§ **TASK OBJECTIVE**
Check the lines of the listing below for the word "hidden", and state only how many have it.
DATA TO USE: Begin
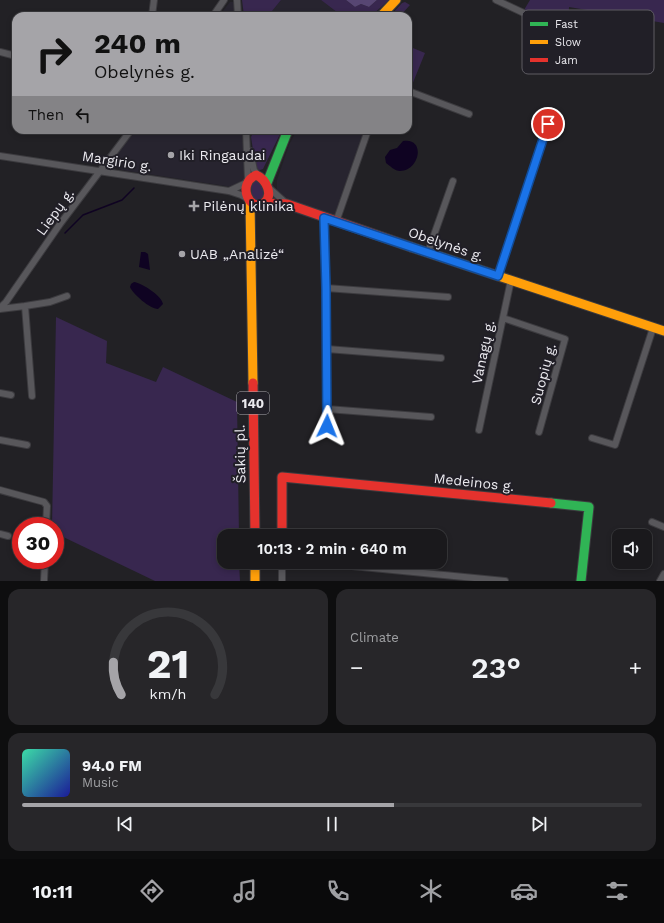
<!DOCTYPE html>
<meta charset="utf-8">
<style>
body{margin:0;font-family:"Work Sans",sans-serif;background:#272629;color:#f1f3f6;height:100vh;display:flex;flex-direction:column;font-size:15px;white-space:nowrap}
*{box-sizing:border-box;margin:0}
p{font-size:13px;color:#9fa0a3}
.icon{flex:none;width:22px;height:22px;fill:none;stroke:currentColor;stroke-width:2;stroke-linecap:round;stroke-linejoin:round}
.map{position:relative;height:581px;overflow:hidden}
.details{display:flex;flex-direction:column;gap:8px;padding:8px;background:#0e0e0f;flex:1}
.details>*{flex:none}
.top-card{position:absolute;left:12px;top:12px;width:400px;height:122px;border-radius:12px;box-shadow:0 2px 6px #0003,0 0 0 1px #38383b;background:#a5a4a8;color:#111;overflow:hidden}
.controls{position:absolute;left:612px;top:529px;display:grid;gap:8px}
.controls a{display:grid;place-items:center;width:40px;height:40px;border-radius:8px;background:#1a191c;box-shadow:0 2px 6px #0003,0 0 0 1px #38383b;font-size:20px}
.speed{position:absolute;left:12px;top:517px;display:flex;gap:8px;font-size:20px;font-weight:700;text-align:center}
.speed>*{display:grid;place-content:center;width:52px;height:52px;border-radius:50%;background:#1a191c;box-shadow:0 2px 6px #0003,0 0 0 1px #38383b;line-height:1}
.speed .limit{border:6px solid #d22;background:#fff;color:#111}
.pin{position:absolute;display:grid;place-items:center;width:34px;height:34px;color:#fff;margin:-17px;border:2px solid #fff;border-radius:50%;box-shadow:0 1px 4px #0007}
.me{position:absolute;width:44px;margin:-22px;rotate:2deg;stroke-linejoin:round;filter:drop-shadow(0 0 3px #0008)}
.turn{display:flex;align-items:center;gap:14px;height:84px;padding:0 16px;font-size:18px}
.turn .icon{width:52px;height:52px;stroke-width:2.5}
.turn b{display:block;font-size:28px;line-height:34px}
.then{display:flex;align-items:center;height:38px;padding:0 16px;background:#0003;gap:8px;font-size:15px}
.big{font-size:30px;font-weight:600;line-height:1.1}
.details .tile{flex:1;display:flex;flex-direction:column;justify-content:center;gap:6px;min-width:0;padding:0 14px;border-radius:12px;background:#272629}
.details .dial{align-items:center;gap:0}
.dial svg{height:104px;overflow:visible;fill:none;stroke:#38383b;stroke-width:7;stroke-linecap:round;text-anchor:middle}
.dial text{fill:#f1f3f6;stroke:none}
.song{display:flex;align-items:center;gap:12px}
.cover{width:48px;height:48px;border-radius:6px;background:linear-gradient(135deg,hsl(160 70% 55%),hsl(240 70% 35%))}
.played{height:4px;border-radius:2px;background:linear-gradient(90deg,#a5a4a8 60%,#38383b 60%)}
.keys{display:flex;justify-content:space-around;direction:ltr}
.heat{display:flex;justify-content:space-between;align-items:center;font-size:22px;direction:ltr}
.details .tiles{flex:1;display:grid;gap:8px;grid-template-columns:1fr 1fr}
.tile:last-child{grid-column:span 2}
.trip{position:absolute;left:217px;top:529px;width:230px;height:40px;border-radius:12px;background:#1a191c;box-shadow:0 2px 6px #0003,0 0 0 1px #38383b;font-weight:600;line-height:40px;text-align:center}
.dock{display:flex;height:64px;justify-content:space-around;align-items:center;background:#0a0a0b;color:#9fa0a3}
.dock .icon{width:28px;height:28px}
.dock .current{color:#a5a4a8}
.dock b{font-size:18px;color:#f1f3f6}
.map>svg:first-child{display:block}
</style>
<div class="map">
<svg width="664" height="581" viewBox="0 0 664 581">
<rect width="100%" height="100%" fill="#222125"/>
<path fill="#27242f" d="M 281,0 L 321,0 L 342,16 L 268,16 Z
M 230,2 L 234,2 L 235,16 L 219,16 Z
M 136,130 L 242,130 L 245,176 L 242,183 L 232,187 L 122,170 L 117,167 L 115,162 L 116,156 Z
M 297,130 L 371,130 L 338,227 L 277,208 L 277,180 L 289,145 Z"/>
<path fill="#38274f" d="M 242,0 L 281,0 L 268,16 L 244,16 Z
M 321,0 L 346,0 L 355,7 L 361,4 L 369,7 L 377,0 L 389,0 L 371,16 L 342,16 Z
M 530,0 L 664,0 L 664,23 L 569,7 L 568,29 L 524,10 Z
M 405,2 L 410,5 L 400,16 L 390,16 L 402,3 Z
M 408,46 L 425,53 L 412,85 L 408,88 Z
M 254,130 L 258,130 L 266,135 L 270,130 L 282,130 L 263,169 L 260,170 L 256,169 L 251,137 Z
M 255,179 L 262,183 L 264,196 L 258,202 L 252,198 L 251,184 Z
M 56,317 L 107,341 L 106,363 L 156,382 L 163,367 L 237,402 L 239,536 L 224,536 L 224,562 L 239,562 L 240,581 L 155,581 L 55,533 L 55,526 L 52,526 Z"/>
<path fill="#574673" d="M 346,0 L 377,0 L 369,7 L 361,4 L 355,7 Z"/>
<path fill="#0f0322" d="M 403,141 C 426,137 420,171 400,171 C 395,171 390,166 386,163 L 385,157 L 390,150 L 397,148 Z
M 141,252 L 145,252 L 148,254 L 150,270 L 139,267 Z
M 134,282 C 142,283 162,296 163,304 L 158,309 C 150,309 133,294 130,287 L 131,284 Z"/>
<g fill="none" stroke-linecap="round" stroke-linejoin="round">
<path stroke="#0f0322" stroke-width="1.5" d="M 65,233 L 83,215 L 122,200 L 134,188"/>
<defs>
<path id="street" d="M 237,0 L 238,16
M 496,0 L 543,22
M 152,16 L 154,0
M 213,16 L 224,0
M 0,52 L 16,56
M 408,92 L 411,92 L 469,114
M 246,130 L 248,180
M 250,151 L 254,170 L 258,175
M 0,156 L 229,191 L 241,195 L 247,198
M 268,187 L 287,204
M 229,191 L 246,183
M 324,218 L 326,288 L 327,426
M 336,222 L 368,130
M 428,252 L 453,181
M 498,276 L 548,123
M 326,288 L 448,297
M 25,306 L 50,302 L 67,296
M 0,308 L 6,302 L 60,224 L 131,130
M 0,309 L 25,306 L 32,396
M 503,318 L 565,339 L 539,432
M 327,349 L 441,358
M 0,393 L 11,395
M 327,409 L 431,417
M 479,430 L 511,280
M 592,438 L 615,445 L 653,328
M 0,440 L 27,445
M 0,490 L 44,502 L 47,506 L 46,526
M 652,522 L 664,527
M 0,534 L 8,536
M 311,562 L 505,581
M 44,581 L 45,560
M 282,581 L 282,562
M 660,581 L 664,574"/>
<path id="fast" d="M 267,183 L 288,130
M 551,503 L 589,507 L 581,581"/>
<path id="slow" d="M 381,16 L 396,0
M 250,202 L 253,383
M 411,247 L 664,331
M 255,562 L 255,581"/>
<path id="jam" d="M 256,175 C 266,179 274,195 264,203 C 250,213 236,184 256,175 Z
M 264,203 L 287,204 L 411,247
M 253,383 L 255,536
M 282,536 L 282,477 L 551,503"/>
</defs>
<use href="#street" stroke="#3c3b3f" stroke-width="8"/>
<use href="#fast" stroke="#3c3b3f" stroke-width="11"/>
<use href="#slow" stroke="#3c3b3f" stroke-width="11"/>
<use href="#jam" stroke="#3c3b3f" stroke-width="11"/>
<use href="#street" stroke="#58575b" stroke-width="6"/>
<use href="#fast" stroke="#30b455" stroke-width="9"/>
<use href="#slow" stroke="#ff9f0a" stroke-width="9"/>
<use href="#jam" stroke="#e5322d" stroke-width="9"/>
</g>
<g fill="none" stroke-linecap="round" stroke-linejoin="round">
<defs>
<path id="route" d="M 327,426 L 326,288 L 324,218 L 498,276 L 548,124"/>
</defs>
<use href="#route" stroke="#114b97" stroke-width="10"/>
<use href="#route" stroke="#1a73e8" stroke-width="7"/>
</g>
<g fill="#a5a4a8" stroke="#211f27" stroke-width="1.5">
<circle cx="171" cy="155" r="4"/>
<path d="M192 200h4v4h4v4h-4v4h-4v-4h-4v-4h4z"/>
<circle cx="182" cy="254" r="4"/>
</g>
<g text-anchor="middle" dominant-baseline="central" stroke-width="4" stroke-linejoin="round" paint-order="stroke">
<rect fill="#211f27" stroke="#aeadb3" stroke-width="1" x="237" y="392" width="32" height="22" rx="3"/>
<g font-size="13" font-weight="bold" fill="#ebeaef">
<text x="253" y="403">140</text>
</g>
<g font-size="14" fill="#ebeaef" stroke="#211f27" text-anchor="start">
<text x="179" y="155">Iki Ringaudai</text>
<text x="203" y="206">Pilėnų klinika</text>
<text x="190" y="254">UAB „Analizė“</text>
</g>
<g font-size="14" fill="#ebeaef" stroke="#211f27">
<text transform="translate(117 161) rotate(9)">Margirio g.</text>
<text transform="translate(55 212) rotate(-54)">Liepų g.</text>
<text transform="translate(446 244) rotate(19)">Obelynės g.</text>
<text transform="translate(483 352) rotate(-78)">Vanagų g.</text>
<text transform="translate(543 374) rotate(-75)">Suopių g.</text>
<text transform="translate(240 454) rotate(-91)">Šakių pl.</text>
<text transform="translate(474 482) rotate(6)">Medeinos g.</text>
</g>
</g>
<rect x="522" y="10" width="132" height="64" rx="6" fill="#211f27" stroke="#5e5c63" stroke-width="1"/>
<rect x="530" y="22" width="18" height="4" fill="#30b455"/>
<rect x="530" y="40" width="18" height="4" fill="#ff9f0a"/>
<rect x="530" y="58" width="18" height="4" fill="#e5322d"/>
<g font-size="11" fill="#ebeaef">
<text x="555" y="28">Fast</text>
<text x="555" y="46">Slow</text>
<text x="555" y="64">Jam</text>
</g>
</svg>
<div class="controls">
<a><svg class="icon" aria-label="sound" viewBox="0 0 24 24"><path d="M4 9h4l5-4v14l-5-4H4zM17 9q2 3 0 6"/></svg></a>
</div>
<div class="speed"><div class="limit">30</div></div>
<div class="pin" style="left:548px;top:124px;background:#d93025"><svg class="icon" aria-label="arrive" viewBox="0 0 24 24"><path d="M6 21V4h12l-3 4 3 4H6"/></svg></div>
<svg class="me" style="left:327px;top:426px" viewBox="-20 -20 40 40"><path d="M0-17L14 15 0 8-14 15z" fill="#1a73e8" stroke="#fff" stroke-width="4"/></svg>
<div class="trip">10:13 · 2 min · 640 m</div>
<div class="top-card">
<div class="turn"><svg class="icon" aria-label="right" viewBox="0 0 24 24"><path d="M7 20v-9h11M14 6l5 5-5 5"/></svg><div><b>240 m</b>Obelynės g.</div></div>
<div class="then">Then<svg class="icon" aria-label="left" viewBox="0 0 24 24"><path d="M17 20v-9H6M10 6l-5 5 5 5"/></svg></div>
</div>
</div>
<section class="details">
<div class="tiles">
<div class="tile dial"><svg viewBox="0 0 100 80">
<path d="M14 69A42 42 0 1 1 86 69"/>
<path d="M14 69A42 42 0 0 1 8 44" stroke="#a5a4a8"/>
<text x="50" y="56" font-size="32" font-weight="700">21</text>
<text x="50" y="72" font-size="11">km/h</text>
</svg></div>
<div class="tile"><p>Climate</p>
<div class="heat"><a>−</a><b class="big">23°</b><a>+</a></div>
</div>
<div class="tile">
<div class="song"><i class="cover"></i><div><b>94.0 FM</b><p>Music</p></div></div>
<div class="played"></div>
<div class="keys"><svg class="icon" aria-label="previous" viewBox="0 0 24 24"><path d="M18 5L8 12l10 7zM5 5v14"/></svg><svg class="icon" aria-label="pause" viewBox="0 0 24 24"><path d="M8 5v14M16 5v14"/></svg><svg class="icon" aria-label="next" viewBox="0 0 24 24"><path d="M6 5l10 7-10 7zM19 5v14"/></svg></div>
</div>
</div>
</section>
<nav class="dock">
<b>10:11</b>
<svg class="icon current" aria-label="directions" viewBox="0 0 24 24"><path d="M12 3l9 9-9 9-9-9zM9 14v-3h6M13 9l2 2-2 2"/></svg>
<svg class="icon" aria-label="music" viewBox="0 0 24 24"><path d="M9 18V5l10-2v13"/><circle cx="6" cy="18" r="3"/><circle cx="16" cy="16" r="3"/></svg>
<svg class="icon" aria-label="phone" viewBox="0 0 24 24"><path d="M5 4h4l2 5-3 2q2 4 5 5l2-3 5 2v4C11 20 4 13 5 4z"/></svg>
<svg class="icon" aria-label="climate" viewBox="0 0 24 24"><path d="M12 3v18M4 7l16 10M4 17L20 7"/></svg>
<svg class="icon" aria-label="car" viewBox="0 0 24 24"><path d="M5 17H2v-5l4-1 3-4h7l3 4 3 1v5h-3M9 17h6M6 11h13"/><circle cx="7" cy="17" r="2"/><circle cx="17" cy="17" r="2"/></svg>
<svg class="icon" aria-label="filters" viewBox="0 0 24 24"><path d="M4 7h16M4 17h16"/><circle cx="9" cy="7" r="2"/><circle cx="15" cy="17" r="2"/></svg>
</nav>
DATA TO USE: End
§ **RESPONSE AREA**
2